The Scope of Internal Audit
Contemporary internal auditing provides assurance to management and to the board, and also offers consulting services. The nature of both these services should be set out in the internal audit charter. The two services overlap: an assurance audit is likely to lead to advice on making improvements; consulting work may reveal issues that have to be taken up by internal audit in the context of its assurance role. Of the two, assurance is the core role, but some would argue that not to offer consulting services would now be inconsistent with professional internal auditing standards and would miss an opportunity to add value.
There should be no no-go areas for internal audit assurance as this limits the assurance that internal audit is able to provide; where there are no-go areas (i.e. restrictions of scope) the implications need to be clearly understood by those who rely on the assurance that internal audit gives.
Unlimited scope for internal audit includes the authority to audit across the operational areas of the business, not just within accounting and finance, and at all levels. An emerging issue is whether internal audit is able to provide assurance to boards themselves that the policies of boards are being implemented by management and that there are no banana skins round the corner, unknown to the board, on which the company may slip in the future.
Consulting services by internal auditors may include the provision of counsel and advice, of facilitation (such as facilitating control self-assessment workshops of managers and staff), or of training services. Internal auditors avoid assuming any management responsibilities as part of their consulting services, neither would they take on responsibility for designing processes except in an advisory capacity. One reason is that internal auditors need to be independent of management processes in order to be able to audit those processes objectively.
Internal auditors will undertake consulting work only when both internal audit and the client consider this to be justified. On the other hand, the management of a business activity should not be allowed to prevent an assurance audit from taking place.

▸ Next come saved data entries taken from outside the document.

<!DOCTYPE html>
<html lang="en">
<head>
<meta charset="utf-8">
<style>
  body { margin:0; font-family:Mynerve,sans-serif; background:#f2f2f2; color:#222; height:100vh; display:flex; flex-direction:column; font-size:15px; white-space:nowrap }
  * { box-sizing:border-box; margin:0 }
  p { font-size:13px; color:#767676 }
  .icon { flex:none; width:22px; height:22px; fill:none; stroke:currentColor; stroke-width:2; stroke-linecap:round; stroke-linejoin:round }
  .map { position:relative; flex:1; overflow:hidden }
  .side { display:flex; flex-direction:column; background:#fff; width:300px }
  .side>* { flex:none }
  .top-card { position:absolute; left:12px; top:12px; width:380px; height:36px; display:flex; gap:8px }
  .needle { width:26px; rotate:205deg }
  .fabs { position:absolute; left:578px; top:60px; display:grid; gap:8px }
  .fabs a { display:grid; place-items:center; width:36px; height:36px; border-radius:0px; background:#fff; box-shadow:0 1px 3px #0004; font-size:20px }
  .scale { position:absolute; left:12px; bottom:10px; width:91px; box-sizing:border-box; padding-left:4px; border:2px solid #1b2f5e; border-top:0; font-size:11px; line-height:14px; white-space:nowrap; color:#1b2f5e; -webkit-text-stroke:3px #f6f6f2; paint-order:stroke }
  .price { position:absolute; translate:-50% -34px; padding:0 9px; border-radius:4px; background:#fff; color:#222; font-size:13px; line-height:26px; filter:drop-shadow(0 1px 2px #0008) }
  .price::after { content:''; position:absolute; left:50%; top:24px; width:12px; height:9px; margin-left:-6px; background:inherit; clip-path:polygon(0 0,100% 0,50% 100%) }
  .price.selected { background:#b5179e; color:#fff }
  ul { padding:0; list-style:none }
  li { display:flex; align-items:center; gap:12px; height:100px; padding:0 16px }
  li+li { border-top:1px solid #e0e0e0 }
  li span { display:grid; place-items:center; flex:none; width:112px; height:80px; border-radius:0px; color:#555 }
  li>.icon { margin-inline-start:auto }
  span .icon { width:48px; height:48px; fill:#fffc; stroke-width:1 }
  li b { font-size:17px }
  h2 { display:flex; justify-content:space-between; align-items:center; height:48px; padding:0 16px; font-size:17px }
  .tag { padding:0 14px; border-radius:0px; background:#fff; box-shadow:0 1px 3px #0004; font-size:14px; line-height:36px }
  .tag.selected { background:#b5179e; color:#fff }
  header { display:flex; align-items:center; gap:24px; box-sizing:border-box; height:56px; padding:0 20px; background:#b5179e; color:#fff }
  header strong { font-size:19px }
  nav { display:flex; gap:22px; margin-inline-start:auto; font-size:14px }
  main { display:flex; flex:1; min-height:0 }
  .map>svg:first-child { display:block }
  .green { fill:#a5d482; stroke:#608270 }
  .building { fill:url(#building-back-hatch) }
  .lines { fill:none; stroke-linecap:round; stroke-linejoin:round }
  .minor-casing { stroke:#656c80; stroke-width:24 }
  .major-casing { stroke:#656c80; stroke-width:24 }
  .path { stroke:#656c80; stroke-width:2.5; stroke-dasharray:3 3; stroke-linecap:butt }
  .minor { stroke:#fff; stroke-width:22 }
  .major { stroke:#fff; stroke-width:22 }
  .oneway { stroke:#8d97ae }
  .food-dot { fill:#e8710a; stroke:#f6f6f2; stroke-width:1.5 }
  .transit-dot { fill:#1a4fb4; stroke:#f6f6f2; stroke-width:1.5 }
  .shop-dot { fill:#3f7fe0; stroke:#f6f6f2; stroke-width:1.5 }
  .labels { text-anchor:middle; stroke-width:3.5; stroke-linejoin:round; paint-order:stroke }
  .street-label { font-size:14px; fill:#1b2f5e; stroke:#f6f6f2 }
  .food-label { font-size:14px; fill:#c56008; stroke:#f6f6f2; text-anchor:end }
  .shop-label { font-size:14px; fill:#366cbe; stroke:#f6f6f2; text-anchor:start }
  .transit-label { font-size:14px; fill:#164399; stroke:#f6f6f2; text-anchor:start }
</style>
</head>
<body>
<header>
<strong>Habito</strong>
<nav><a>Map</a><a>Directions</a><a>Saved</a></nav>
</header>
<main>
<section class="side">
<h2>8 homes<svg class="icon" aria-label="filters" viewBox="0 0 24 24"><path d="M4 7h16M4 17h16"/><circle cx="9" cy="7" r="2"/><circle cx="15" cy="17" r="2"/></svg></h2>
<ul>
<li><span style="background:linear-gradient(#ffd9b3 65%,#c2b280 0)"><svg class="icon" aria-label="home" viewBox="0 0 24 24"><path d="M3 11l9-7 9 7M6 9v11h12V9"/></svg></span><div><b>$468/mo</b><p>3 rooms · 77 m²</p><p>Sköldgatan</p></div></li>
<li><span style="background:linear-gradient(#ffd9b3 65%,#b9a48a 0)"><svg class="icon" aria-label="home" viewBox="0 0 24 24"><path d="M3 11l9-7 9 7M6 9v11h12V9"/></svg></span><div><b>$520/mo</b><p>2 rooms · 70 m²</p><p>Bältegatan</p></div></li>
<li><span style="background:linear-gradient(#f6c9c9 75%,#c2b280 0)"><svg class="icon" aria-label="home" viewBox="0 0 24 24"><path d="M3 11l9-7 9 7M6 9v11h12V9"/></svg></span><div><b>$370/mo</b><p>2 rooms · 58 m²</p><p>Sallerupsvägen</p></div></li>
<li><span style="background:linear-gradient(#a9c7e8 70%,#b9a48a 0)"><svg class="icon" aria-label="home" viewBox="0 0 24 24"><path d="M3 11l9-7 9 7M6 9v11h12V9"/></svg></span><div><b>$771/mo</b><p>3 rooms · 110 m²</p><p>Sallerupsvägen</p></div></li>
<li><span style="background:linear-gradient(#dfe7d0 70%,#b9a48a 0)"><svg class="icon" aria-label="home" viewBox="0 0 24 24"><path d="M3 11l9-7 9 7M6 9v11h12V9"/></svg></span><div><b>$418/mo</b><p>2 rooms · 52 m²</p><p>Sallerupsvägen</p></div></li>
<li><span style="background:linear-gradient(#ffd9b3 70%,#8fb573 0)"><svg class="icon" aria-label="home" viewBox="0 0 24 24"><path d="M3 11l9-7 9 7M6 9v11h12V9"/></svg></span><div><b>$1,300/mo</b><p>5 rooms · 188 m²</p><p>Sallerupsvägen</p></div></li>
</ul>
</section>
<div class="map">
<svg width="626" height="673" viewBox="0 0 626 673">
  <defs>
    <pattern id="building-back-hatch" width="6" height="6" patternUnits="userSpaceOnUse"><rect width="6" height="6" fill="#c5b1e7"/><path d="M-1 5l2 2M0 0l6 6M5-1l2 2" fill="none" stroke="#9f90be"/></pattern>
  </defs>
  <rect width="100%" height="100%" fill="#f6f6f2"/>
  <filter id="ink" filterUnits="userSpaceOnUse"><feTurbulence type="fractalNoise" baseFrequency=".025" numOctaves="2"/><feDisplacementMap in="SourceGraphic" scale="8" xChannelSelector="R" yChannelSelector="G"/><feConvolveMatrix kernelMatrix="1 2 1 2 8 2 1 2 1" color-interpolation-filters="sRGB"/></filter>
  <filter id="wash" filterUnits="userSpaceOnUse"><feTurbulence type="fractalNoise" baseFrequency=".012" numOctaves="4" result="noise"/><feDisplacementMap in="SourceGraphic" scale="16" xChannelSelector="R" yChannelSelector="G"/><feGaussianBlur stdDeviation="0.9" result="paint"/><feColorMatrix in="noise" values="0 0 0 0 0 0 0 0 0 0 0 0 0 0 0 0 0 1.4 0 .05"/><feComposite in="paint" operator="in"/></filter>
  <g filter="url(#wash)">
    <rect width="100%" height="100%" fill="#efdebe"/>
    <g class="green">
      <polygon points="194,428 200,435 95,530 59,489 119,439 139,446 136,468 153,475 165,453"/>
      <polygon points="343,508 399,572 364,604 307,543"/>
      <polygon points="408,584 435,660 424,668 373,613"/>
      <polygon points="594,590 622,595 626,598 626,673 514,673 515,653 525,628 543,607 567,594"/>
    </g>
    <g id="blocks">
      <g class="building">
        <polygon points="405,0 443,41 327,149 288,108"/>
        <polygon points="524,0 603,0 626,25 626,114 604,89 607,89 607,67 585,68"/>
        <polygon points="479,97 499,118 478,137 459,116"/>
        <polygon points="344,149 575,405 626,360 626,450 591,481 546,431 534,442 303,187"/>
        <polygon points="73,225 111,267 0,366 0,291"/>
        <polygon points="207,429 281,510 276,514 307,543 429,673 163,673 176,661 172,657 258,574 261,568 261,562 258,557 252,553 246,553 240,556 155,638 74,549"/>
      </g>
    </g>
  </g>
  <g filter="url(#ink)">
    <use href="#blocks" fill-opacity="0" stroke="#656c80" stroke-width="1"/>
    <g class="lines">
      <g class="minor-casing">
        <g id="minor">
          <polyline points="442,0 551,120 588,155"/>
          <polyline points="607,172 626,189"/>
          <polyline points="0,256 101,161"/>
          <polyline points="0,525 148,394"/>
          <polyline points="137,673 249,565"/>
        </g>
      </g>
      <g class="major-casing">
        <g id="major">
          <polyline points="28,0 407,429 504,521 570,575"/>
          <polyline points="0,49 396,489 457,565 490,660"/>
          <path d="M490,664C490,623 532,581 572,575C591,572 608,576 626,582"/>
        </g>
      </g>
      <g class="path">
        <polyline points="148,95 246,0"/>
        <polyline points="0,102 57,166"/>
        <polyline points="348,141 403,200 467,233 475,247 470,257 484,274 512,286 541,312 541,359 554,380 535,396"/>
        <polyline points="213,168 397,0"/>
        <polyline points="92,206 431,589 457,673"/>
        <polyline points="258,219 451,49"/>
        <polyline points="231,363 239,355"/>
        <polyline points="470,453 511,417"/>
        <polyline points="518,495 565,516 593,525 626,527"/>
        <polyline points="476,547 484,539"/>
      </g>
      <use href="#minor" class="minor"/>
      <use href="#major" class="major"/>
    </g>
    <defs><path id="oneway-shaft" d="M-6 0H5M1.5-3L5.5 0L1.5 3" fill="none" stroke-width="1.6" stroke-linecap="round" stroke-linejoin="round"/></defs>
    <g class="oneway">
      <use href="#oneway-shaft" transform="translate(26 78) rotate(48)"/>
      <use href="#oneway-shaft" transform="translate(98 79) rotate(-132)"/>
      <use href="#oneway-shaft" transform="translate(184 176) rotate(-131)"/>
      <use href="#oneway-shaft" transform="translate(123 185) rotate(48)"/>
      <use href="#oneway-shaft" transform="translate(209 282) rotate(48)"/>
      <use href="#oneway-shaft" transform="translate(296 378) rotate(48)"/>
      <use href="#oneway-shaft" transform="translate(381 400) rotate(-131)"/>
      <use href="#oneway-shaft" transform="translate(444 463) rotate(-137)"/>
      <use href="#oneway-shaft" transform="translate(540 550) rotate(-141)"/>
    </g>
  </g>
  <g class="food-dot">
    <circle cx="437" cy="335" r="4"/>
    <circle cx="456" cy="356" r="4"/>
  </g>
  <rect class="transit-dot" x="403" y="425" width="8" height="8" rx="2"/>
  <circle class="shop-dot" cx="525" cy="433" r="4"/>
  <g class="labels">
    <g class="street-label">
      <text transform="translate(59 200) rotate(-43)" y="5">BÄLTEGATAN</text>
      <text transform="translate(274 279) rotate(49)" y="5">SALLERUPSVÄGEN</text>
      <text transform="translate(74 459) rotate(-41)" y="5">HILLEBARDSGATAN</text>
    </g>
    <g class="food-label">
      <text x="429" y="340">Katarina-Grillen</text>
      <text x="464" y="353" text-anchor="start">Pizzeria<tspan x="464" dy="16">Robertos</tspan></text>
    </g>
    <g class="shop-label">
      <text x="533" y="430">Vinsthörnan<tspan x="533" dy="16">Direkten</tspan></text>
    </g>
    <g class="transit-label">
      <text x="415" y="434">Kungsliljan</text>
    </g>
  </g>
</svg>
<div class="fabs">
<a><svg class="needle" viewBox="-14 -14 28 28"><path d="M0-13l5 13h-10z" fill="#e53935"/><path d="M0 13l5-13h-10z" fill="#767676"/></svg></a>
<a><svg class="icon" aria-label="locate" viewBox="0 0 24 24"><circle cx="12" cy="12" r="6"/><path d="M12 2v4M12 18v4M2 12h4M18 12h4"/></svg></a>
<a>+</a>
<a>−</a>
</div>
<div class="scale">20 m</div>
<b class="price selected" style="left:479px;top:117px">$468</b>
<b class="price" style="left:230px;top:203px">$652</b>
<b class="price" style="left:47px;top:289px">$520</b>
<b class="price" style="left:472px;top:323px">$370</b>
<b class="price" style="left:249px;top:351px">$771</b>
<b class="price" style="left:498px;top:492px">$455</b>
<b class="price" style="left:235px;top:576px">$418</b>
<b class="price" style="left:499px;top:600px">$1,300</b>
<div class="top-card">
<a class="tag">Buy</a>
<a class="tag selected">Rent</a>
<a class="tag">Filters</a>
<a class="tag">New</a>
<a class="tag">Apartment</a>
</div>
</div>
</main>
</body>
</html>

“The chief audit executive should consider accepting proposed consulting engagements based on the engagement’s potential to improve management of risks, add value, and improve the organization’s operations. Accepted engagements must be included in the plan.”3
More and more heads of internal audit are being asked not just to report the results of individual audits but also to provide overall assurance opinions, annually or more frequently, to top management and to boards or their audit committees. This makes it more important that internal audit optimizes the utilization of its scarce internal audit resources—in order to maximize the reliability of the overall opinion that internal audit gives.

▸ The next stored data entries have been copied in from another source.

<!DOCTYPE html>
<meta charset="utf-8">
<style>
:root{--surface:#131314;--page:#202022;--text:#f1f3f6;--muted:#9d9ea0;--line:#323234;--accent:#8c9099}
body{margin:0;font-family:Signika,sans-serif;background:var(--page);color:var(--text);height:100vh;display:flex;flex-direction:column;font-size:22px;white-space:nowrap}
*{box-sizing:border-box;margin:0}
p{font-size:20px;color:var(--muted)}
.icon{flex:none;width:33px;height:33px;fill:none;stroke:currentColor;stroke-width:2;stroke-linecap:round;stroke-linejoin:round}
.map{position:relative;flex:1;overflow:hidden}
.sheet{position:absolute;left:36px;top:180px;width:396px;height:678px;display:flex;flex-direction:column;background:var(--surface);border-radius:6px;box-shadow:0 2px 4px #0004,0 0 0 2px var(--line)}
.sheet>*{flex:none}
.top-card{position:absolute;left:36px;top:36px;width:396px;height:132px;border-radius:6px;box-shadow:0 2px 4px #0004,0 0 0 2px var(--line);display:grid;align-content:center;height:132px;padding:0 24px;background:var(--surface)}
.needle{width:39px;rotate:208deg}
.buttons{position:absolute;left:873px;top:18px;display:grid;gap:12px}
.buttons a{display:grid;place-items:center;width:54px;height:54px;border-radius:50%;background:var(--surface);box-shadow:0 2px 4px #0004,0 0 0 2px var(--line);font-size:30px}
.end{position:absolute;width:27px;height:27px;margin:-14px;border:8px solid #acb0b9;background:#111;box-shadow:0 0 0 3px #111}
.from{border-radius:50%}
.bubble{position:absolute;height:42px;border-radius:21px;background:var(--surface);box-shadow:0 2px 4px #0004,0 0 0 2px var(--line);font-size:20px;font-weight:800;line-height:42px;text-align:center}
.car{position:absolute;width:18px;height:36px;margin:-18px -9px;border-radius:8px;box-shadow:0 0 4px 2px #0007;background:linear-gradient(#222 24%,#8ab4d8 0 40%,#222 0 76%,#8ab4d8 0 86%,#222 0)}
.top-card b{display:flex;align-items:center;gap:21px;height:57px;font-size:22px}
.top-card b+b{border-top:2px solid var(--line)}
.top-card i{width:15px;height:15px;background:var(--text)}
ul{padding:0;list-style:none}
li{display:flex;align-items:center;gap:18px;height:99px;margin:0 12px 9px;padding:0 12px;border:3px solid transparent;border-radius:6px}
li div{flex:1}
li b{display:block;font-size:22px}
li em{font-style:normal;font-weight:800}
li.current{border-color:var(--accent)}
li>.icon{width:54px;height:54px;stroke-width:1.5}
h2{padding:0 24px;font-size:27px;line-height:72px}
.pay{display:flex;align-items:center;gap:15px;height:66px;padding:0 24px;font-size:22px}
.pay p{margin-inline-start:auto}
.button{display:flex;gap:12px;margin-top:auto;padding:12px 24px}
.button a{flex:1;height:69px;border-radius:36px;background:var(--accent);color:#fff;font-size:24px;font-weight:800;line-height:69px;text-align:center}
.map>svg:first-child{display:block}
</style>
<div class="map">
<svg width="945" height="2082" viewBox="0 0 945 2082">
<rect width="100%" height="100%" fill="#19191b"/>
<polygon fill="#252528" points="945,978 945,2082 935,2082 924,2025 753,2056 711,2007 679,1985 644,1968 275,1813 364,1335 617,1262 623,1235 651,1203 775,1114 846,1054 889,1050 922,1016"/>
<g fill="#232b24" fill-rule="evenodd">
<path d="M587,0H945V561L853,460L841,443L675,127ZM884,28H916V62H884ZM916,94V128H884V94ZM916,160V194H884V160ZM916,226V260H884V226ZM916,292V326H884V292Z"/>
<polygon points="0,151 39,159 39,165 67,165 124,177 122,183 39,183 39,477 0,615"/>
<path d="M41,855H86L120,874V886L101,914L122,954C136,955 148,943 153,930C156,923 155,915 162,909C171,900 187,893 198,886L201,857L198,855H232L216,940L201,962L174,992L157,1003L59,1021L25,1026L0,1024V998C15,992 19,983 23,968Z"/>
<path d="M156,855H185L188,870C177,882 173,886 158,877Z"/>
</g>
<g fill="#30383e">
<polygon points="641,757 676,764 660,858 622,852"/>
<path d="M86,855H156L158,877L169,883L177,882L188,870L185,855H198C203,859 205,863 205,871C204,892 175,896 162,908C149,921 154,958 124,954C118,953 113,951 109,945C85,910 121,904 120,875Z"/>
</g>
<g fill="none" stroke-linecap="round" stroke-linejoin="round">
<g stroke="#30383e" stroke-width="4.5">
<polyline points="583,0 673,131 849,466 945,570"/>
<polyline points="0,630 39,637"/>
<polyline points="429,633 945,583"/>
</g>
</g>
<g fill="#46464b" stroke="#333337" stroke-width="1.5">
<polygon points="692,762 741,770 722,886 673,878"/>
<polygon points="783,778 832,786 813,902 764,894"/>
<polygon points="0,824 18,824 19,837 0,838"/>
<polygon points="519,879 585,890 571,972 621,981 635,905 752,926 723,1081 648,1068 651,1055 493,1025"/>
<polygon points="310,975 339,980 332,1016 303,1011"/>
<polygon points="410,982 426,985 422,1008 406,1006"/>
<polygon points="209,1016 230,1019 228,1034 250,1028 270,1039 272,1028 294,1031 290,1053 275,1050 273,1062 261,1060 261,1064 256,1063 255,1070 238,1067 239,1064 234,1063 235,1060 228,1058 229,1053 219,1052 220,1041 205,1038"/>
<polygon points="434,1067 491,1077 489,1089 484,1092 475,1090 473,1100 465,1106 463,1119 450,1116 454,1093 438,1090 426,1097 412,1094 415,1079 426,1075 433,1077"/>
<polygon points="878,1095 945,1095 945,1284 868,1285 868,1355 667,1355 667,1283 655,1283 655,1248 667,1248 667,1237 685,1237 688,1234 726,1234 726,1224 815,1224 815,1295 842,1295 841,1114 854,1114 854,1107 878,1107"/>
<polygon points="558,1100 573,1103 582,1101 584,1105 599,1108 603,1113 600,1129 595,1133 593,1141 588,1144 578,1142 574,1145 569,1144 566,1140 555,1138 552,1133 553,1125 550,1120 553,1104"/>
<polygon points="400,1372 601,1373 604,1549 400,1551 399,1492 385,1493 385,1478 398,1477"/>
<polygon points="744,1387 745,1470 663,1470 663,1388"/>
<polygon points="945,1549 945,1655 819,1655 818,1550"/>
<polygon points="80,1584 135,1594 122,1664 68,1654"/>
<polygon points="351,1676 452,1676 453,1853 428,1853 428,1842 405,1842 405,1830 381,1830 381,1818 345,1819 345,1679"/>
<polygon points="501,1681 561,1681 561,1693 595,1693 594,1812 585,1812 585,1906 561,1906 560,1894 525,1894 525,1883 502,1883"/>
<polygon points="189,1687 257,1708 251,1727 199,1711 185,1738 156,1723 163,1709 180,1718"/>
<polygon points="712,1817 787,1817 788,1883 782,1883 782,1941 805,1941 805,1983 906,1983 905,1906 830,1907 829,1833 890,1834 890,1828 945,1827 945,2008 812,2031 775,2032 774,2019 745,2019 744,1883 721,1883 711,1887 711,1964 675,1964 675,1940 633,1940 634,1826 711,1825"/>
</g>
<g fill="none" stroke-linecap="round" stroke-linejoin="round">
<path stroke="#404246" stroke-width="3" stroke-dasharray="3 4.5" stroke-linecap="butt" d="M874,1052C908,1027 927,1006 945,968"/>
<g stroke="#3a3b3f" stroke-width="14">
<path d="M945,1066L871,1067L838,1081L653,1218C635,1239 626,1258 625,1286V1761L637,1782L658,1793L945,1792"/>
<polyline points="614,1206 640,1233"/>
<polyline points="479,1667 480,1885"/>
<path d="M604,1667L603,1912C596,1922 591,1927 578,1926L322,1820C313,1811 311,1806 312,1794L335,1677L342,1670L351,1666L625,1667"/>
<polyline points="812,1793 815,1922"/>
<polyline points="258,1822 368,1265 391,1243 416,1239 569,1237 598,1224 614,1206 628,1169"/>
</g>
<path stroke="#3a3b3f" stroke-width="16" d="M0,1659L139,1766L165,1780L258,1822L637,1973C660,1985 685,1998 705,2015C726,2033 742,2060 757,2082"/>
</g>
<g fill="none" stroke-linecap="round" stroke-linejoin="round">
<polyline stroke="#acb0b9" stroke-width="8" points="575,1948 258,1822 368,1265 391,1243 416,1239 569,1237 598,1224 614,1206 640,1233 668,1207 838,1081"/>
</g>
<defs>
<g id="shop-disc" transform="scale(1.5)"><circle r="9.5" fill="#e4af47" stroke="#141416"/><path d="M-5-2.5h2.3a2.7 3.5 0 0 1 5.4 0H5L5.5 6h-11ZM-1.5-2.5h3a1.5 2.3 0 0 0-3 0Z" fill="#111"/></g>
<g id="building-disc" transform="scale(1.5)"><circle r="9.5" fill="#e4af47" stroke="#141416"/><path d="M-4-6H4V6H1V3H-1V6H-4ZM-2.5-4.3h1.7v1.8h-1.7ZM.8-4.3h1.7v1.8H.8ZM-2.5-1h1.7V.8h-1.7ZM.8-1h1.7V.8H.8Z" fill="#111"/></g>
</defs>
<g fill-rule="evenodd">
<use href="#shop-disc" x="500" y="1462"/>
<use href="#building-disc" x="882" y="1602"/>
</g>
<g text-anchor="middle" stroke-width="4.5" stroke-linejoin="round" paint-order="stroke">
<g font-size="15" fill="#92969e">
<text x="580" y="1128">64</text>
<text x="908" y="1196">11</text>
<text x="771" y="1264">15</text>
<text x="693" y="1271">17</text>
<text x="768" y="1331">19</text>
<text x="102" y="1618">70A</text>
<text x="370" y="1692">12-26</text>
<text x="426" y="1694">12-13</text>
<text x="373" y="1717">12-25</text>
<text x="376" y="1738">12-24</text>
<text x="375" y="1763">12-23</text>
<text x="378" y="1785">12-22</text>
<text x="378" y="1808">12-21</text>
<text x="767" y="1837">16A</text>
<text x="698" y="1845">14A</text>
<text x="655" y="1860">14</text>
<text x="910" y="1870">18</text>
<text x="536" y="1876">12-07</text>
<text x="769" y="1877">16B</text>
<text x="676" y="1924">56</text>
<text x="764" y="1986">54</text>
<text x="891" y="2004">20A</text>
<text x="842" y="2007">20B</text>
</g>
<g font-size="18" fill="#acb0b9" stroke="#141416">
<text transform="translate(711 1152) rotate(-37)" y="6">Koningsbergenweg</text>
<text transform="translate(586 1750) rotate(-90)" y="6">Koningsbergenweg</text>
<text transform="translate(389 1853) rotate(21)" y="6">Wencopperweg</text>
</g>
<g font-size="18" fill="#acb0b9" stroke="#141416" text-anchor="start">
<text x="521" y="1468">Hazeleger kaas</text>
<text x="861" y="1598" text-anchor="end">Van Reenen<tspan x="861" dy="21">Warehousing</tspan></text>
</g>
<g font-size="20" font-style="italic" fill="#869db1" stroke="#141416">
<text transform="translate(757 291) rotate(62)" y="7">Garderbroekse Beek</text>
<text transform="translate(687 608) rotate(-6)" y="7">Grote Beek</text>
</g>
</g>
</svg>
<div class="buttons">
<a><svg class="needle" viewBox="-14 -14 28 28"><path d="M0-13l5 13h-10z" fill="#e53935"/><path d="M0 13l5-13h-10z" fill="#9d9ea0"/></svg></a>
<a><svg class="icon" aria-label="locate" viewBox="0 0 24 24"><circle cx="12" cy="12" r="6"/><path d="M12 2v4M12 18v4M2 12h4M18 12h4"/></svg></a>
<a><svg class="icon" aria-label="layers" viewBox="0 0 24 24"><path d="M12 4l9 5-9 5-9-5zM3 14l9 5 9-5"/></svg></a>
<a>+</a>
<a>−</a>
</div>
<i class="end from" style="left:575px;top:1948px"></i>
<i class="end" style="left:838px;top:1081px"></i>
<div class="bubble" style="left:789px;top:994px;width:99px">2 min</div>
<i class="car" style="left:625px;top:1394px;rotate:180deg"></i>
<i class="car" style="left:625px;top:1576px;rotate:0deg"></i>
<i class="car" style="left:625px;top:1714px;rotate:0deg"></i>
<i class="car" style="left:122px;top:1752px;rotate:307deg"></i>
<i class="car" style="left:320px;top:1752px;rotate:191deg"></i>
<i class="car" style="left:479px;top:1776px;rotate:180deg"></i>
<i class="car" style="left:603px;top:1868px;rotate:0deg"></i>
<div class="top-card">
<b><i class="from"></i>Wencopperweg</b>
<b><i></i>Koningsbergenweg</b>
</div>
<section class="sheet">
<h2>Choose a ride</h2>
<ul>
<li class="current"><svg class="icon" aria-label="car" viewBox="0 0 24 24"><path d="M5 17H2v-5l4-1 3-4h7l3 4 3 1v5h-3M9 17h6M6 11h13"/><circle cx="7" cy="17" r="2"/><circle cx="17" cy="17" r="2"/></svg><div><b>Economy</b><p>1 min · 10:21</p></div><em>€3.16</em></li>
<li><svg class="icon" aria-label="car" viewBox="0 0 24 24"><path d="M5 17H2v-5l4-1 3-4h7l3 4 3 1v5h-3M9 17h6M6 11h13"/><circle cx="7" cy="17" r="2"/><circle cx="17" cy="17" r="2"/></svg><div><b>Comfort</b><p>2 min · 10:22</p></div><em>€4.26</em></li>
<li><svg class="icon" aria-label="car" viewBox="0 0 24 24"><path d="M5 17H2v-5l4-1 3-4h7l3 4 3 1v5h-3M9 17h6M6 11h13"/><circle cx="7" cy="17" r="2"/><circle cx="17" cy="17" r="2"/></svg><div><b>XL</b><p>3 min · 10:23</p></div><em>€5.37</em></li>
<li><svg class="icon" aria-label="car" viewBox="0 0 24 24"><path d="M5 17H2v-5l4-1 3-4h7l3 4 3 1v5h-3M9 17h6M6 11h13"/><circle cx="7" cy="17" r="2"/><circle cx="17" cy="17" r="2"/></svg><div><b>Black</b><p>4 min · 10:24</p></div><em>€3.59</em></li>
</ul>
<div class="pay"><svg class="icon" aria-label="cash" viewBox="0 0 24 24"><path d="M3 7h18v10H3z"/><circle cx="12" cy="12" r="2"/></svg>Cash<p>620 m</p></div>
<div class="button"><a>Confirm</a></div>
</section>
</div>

Internal audit should plan its program of audits annually, based on a risk assessment which makes use of inputs from management and from the board or the board’s audit committee. Internal audit should map its plan of audits to management’s own risk map or risk register. But a proportion of internal audit time should be set aside to “look round the corners” that top management are not looking around in case there are major unnoticed or concealed risks. Not all critical risks may be on top management’s radar screen, and so value is added when internal audit spends a proportion of its available time auditing in areas of the business that are not perceived to carry significant risks.
While the future plan of audits will be determined annually, the internal audit function should have a longer perspective on audit coverage that takes into account audit work done over previous years and earmarked to be done over the next three years or so. The chief audit executive should consider the extent to which work done in earlier years can be utilized in coming to the overall assurance opinion.